- [Exercise goal] The output should be every line below, retyped exactly, with no images.

- [Data to use]
※ ※ ※

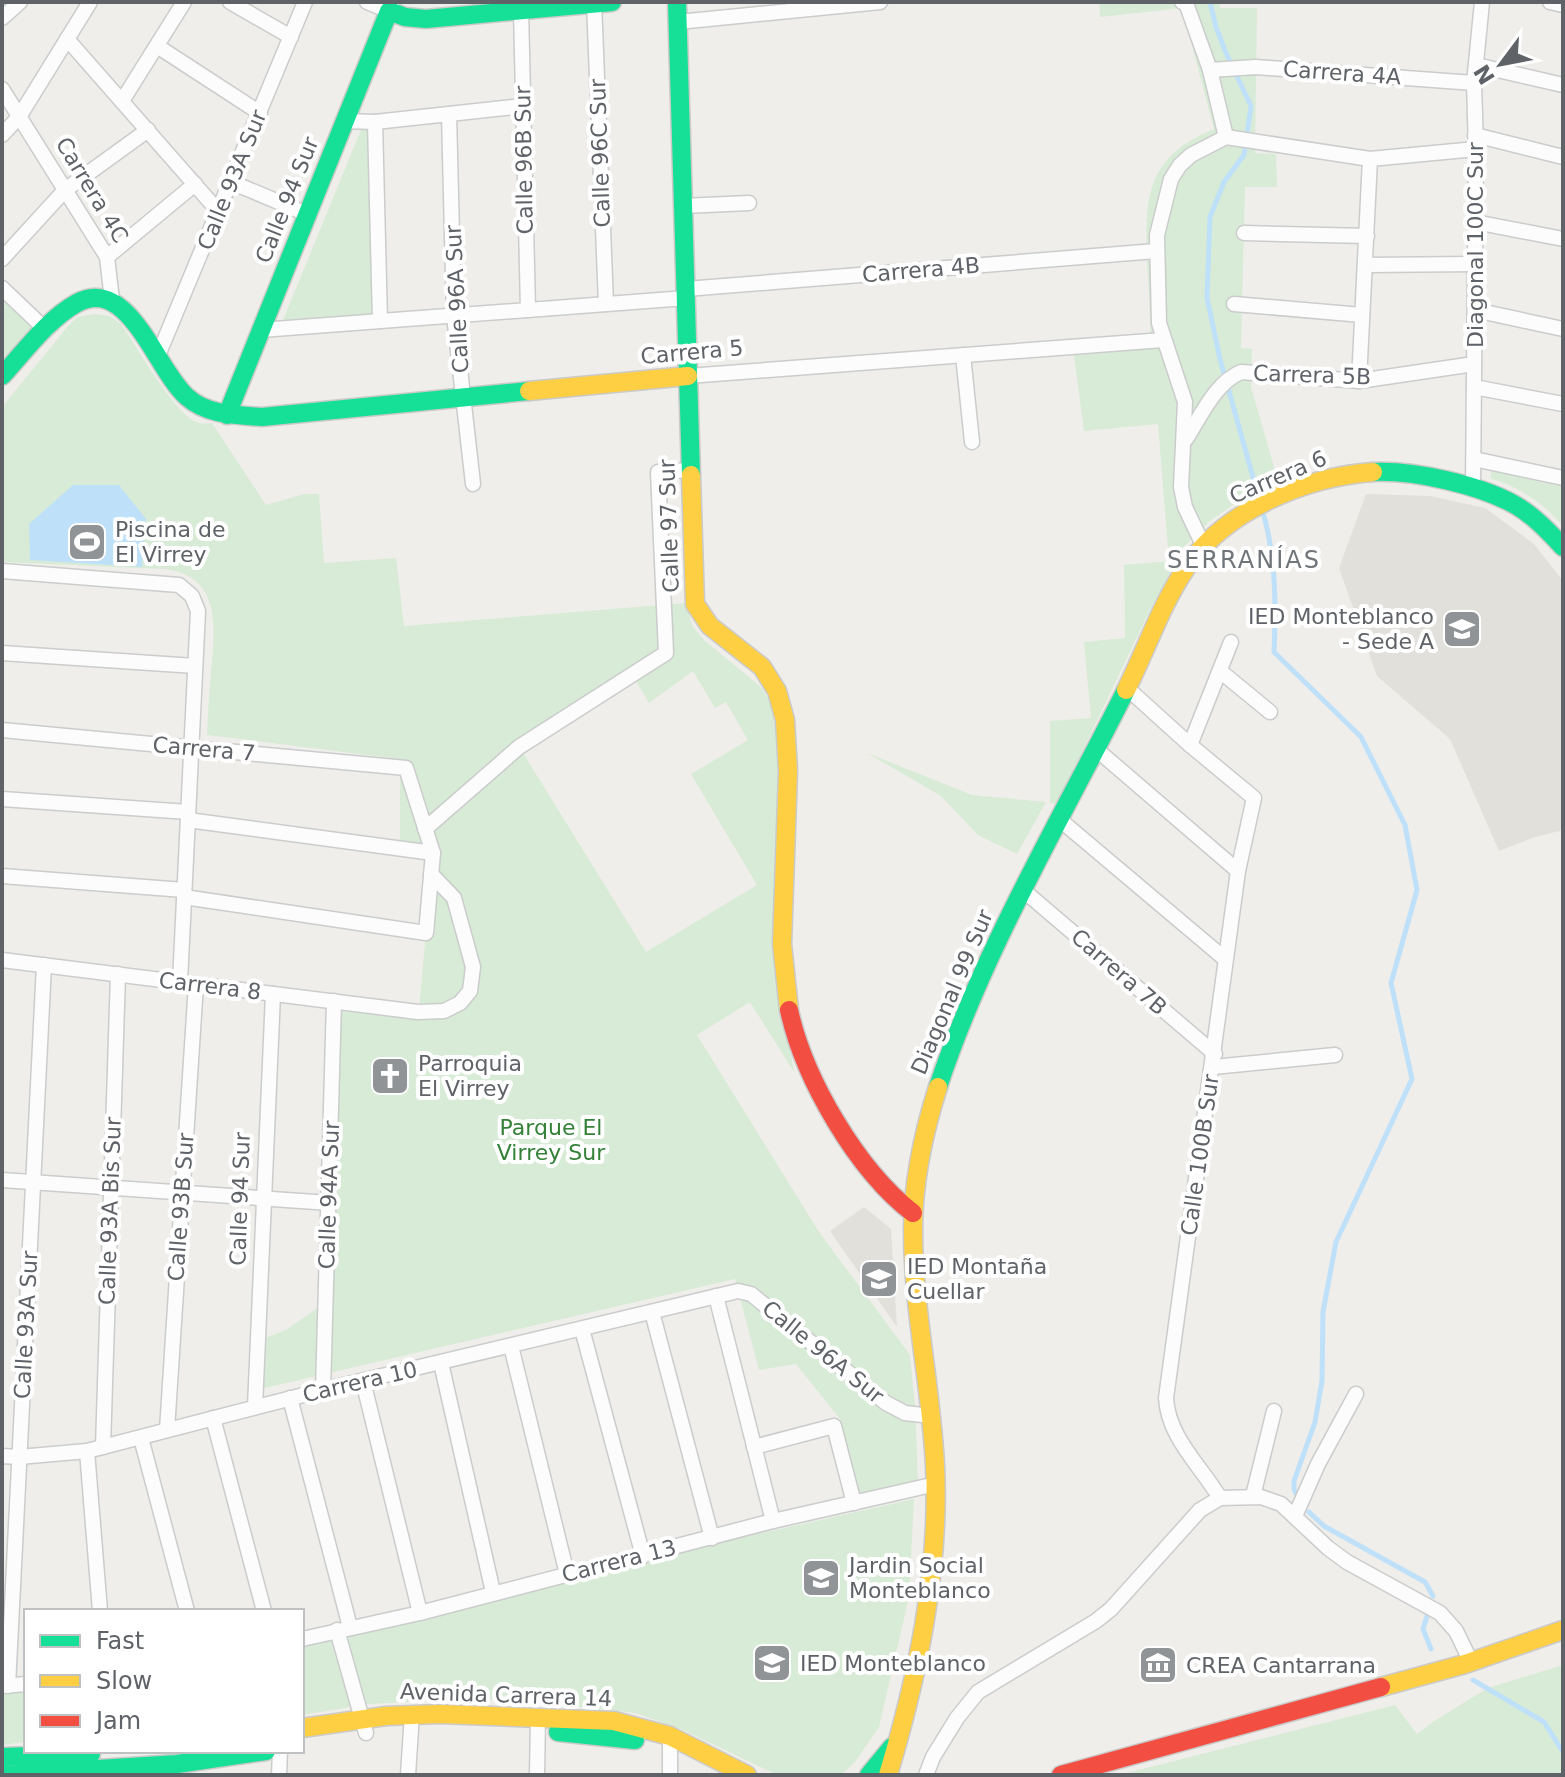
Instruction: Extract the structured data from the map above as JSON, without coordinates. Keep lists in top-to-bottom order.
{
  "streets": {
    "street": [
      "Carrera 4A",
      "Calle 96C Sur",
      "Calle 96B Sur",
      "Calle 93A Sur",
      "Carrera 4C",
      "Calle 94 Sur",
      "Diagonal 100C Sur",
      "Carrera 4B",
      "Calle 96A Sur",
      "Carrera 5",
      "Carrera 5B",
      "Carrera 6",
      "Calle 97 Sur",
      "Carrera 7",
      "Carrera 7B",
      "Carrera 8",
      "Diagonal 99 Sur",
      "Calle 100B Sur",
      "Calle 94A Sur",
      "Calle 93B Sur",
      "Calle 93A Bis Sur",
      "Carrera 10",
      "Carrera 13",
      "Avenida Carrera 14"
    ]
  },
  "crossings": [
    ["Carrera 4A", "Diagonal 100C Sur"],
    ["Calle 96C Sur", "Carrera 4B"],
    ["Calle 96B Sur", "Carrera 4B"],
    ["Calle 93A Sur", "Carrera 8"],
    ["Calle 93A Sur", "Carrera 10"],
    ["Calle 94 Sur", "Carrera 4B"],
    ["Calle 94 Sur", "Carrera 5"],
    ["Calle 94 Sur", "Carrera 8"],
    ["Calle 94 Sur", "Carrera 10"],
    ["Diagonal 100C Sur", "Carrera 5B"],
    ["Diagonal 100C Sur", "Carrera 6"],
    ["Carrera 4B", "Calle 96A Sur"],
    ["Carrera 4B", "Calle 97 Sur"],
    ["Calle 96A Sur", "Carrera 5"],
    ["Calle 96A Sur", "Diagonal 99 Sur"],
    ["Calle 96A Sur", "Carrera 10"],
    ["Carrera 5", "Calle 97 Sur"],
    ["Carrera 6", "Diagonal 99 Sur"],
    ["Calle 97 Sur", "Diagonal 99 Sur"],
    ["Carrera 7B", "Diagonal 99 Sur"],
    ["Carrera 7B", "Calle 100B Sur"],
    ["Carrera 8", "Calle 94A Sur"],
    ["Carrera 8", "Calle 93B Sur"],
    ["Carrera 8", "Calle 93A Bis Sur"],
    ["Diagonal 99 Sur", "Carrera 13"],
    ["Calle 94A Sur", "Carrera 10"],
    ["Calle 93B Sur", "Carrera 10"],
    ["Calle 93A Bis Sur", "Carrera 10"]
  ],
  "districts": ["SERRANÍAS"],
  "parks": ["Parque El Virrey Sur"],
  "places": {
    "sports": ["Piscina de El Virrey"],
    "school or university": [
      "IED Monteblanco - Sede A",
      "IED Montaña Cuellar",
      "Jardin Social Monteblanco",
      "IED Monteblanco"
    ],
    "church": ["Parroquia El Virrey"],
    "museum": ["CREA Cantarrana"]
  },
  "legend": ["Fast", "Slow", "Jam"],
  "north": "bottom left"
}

※ ※ ※

- [Answer below]
Instruction: Extract the structured data from the map above as JSON, without coordinates. Keep lists in top-to-bottom order.
{
  "streets": {
    "street": [
      "Carrera 4A",
      "Calle 96C Sur",
      "Calle 96B Sur",
      "Calle 93A Sur",
      "Carrera 4C",
      "Calle 94 Sur",
      "Diagonal 100C Sur",
      "Carrera 4B",
      "Calle 96A Sur",
      "Carrera 5",
      "Carrera 5B",
      "Carrera 6",
      "Calle 97 Sur",
      "Carrera 7",
      "Carrera 7B",
      "Carrera 8",
      "Diagonal 99 Sur",
      "Calle 100B Sur",
      "Calle 94A Sur",
      "Calle 93B Sur",
      "Calle 93A Bis Sur",
      "Carrera 10",
      "Carrera 13",
      "Avenida Carrera 14"
    ]
  },
  "crossings": [
    ["Carrera 4A", "Diagonal 100C Sur"],
    ["Calle 96C Sur", "Carrera 4B"],
    ["Calle 96B Sur", "Carrera 4B"],
    ["Calle 93A Sur", "Carrera 8"],
    ["Calle 93A Sur", "Carrera 10"],
    ["Calle 94 Sur", "Carrera 4B"],
    ["Calle 94 Sur", "Carrera 5"],
    ["Calle 94 Sur", "Carrera 8"],
    ["Calle 94 Sur", "Carrera 10"],
    ["Diagonal 100C Sur", "Carrera 5B"],
    ["Diagonal 100C Sur", "Carrera 6"],
    ["Carrera 4B", "Calle 96A Sur"],
    ["Carrera 4B", "Calle 97 Sur"],
    ["Calle 96A Sur", "Carrera 5"],
    ["Calle 96A Sur", "Diagonal 99 Sur"],
    ["Calle 96A Sur", "Carrera 10"],
    ["Carrera 5", "Calle 97 Sur"],
    ["Carrera 6", "Diagonal 99 Sur"],
    ["Calle 97 Sur", "Diagonal 99 Sur"],
    ["Carrera 7B", "Diagonal 99 Sur"],
    ["Carrera 7B", "Calle 100B Sur"],
    ["Carrera 8", "Calle 94A Sur"],
    ["Carrera 8", "Calle 93B Sur"],
    ["Carrera 8", "Calle 93A Bis Sur"],
    ["Diagonal 99 Sur", "Carrera 13"],
    ["Calle 94A Sur", "Carrera 10"],
    ["Calle 93B Sur", "Carrera 10"],
    ["Calle 93A Bis Sur", "Carrera 10"]
  ],
  "districts": ["SERRANÍAS"],
  "parks": ["Parque El Virrey Sur"],
  "places": {
    "sports": ["Piscina de El Virrey"],
    "school or university": [
      "IED Monteblanco - Sede A",
      "IED Montaña Cuellar",
      "Jardin Social Monteblanco",
      "IED Monteblanco"
    ],
    "church": ["Parroquia El Virrey"],
    "museum": ["CREA Cantarrana"]
  },
  "legend": ["Fast", "Slow", "Jam"],
  "north": "bottom left"
}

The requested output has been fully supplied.